**Work task**
Return the lines of the data below in which the string "left" occurs.

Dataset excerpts
******************************

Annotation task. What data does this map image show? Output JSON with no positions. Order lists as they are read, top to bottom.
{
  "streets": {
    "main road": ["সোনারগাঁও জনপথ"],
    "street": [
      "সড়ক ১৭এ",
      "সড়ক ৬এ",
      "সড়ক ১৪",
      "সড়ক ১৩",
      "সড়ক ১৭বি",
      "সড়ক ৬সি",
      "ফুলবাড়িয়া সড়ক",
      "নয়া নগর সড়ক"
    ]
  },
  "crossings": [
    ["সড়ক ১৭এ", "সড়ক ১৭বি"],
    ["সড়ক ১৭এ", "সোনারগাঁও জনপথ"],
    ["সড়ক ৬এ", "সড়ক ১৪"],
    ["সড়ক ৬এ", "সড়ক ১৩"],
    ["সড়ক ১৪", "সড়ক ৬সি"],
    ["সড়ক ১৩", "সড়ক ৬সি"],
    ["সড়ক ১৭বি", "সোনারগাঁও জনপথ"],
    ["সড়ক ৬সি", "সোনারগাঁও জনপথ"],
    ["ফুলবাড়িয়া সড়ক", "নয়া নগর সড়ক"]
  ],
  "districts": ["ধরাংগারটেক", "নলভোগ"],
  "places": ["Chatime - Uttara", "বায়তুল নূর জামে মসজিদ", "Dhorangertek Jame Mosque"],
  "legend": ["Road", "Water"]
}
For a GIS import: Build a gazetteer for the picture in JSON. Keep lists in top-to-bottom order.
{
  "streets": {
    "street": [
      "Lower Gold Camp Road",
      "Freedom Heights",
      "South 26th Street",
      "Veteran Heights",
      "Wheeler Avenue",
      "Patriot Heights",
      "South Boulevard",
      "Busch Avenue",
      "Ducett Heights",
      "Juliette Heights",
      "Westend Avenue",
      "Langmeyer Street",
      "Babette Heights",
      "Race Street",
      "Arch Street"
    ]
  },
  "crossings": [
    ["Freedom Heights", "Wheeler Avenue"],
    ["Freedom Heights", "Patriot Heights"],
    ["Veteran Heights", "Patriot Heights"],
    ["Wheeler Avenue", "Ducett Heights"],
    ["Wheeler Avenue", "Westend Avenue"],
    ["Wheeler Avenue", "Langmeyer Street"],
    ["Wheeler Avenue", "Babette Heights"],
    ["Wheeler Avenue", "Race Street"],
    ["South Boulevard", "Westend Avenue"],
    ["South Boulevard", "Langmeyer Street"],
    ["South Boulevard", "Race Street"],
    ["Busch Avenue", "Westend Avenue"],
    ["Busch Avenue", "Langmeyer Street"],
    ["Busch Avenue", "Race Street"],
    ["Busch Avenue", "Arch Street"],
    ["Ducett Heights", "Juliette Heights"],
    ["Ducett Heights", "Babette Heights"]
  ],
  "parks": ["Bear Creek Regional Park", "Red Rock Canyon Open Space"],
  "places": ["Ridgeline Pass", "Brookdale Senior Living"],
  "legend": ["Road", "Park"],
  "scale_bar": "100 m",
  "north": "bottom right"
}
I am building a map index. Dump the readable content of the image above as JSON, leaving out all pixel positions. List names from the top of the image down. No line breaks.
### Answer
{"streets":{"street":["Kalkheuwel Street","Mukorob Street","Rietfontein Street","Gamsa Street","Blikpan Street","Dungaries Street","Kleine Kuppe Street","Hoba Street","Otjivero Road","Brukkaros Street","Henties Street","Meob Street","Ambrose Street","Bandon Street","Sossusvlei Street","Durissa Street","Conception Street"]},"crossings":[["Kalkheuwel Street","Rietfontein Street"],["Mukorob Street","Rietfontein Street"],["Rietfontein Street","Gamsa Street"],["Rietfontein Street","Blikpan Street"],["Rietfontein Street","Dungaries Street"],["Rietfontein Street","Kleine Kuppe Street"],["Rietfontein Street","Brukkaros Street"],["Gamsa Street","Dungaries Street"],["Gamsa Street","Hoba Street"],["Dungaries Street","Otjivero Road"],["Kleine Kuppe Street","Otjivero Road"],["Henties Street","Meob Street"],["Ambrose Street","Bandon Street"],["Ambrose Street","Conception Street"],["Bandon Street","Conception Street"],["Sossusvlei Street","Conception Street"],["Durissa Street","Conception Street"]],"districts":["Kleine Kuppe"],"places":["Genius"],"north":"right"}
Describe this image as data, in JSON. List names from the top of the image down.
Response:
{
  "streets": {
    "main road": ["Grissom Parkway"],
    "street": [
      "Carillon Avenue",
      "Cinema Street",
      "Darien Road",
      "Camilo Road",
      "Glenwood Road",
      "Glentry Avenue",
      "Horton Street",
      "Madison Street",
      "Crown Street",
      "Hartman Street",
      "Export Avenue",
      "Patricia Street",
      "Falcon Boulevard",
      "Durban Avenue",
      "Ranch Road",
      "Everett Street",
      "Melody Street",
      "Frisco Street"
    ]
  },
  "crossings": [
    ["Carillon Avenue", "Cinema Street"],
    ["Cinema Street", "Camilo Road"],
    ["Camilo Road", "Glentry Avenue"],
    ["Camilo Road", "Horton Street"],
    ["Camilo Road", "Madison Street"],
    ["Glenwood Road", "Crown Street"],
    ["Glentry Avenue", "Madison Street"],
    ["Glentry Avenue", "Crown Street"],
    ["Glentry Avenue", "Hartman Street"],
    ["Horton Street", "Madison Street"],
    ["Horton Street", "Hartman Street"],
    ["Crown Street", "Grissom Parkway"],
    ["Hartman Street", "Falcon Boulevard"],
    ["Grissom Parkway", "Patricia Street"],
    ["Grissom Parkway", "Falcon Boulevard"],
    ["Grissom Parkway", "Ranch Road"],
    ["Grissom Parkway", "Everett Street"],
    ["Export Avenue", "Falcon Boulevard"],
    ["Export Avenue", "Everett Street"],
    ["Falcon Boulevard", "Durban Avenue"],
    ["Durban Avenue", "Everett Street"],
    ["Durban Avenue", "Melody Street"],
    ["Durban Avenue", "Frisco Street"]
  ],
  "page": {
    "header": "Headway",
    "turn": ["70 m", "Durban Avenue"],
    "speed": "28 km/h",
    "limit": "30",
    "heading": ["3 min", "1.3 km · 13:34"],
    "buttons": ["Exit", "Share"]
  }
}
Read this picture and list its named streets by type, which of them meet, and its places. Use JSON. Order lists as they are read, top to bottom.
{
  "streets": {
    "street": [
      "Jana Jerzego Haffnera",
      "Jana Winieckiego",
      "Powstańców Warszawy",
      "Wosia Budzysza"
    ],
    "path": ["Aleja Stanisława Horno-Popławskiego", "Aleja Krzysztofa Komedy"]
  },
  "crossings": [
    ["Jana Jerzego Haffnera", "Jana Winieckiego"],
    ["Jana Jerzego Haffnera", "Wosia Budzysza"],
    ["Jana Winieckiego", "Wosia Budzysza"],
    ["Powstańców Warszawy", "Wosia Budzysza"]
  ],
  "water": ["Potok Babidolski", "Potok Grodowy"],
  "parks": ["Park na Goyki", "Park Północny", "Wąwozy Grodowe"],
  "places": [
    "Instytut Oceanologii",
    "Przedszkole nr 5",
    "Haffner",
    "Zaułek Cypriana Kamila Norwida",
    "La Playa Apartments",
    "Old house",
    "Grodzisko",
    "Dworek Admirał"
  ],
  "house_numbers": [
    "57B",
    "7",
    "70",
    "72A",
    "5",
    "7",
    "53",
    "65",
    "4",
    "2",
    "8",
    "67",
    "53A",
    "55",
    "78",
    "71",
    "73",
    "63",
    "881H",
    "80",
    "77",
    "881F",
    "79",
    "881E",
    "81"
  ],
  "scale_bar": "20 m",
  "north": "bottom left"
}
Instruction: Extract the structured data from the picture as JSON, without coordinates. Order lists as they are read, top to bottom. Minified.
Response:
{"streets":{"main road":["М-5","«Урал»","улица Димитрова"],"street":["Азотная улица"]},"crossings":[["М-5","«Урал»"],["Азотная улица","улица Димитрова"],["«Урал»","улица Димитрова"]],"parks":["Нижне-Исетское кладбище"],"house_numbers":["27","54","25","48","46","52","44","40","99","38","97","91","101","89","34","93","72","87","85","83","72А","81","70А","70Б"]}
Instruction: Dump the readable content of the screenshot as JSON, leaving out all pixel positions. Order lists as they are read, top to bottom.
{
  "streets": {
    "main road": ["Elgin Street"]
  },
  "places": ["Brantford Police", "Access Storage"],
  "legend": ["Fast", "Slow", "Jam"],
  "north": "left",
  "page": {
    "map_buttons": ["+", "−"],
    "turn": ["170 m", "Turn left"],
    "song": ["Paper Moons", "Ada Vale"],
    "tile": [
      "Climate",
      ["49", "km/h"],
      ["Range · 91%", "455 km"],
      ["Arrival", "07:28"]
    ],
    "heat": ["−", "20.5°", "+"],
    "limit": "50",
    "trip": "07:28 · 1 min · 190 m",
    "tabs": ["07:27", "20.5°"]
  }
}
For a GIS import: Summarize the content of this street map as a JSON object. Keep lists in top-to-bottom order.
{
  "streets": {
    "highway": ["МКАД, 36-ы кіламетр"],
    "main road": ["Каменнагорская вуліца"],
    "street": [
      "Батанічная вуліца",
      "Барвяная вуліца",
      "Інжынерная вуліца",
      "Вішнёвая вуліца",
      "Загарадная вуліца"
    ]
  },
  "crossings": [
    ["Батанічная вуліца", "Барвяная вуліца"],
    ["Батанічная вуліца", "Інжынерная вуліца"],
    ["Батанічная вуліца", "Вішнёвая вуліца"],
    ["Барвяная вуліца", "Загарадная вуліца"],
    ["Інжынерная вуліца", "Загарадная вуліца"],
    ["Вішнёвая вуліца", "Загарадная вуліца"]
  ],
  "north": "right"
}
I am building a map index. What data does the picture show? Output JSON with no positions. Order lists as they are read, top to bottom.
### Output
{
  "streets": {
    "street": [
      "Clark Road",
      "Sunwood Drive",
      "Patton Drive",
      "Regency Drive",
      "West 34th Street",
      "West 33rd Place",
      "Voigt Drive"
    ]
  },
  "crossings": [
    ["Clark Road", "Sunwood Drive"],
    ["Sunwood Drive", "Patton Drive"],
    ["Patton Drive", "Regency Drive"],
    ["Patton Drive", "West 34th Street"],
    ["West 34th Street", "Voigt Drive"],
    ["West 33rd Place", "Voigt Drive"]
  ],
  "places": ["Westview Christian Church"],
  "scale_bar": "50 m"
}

******************************

**Completed exercise**
  "north": "bottom left"
  "north": "left",
    "turn": ["170 m", "Turn left"],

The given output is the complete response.